Unable to sudo

[pschaff]

So, did you verify that you can log in as a user, with the password set, using the password, on one of the securetty devices? Can you then, without changing anything else, use sudo?

It would be best to get things working first, before all the security changes, then make incremental changes and test.

[prince_mallow]

[quote]
pschaff wrote:
So, did you verify that you can log in as a user, with the password set, using the password, on one of the securetty devices?
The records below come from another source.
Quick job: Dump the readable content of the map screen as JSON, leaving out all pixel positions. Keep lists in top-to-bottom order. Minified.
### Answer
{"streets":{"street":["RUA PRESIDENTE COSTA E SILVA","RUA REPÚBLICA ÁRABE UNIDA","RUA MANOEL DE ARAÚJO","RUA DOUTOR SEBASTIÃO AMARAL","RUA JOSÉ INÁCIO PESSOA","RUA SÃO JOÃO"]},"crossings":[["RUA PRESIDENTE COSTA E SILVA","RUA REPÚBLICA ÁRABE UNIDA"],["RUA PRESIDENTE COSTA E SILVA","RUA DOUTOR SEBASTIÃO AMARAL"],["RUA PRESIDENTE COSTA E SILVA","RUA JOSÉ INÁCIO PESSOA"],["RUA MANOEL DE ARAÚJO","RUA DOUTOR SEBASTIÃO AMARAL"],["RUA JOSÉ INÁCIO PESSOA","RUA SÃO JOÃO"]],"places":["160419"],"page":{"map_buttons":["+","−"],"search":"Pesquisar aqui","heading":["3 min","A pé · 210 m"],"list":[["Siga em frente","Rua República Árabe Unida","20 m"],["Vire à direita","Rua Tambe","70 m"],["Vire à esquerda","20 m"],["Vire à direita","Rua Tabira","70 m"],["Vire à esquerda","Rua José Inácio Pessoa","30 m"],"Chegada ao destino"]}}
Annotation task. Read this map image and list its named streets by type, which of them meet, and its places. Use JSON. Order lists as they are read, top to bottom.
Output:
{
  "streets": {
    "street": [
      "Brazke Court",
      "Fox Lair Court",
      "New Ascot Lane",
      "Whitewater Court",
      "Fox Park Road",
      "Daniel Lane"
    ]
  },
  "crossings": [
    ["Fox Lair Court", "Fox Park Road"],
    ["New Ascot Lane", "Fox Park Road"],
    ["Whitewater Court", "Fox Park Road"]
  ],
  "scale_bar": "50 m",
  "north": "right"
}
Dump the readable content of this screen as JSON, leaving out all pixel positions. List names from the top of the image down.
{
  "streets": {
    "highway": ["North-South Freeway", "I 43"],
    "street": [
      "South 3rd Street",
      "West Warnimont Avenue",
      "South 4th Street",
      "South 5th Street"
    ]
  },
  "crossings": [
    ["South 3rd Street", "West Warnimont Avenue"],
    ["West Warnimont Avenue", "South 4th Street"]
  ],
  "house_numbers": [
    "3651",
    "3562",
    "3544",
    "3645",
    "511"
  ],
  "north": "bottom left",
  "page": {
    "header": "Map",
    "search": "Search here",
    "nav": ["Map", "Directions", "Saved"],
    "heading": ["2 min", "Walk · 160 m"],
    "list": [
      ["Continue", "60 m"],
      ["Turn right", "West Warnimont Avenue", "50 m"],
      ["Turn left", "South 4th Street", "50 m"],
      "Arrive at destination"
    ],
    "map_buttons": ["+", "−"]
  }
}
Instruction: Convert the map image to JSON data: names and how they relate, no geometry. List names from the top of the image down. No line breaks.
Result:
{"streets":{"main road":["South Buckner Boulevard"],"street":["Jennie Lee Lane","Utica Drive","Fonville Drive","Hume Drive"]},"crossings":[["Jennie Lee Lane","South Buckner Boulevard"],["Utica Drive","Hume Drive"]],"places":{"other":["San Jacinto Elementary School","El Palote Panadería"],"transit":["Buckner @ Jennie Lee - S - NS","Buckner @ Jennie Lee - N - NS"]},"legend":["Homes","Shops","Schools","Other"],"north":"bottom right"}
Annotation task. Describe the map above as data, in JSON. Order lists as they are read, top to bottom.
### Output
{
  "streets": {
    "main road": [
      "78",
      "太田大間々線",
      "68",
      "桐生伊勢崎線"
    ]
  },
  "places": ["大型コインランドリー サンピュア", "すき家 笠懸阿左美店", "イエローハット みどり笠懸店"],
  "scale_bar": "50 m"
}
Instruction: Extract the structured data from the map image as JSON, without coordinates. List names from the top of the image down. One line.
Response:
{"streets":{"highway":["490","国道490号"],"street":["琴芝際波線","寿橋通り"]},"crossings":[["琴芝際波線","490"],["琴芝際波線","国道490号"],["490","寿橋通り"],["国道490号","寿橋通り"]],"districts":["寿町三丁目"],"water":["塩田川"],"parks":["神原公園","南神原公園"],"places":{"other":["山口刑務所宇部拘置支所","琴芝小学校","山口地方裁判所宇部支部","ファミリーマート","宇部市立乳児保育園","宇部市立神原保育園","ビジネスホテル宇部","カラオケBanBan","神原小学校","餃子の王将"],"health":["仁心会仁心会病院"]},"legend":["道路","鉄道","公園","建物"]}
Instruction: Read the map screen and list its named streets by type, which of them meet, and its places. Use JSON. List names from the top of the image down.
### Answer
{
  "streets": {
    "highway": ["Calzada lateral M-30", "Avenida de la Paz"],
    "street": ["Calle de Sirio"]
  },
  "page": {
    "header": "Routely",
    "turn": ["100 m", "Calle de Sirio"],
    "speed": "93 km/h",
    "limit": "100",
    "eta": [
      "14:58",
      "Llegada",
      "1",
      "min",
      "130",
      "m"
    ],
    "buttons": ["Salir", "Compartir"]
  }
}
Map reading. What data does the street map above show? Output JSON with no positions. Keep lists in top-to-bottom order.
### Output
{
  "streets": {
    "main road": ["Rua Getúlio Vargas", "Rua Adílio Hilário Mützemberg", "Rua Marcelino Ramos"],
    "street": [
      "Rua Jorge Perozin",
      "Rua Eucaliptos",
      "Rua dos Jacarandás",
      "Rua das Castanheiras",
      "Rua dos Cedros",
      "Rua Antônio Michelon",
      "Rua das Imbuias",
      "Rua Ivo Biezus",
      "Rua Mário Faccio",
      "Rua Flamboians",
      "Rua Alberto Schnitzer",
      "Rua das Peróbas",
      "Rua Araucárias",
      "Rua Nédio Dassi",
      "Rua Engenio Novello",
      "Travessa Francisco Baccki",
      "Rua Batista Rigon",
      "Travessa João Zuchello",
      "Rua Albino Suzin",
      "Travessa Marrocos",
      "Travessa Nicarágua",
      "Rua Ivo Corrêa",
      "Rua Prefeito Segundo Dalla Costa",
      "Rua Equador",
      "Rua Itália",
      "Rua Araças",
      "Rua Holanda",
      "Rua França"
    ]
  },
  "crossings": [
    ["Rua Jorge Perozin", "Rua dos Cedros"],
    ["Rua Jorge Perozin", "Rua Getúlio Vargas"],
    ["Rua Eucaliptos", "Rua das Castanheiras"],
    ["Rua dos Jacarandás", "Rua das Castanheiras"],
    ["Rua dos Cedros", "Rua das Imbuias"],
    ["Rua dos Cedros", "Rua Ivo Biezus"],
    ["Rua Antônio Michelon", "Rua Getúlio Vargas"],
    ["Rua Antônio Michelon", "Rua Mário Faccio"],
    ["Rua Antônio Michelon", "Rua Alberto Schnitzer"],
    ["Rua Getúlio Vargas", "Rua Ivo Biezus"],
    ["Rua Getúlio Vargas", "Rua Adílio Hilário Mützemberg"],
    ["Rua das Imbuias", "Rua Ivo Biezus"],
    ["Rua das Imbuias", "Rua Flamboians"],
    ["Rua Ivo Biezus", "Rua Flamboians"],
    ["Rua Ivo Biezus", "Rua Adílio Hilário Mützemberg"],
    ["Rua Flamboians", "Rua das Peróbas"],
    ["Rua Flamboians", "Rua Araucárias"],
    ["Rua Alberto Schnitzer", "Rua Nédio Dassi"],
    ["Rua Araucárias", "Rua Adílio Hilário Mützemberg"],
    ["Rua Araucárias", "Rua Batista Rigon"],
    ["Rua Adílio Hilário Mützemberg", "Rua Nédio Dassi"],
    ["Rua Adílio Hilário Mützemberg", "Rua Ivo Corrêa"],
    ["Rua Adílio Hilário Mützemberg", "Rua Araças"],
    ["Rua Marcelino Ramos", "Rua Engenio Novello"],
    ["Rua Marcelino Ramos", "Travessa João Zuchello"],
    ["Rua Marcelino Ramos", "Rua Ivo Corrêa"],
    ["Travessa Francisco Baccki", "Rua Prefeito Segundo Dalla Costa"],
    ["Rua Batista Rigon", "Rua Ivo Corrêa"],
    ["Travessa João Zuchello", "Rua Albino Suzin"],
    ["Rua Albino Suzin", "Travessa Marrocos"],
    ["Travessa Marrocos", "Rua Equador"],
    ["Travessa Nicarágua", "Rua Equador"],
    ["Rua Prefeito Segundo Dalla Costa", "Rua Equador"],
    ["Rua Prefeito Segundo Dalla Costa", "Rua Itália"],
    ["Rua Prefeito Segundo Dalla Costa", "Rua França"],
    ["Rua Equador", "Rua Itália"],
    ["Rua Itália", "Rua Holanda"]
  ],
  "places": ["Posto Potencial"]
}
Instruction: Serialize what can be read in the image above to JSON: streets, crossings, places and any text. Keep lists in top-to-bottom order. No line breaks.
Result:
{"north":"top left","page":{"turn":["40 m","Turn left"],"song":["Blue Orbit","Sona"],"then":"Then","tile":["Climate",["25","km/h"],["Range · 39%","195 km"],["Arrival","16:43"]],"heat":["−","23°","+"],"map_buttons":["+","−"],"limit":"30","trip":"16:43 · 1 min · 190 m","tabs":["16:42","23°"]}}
Can you then, without changing anything else, use sudo?

It would be best to get things working first, before all the security changes, then make incremental changes and test.[/quote]

Yes I logged in as a user with the password set and using the password.
As to the securetty devices, I use ssh/putty and I have the tty/1 enabled only and I can log into that with a password no problem.
But I am still unable to sudo

(This is a Virtual Private Server btw, so I guess I don't have strait access to the console)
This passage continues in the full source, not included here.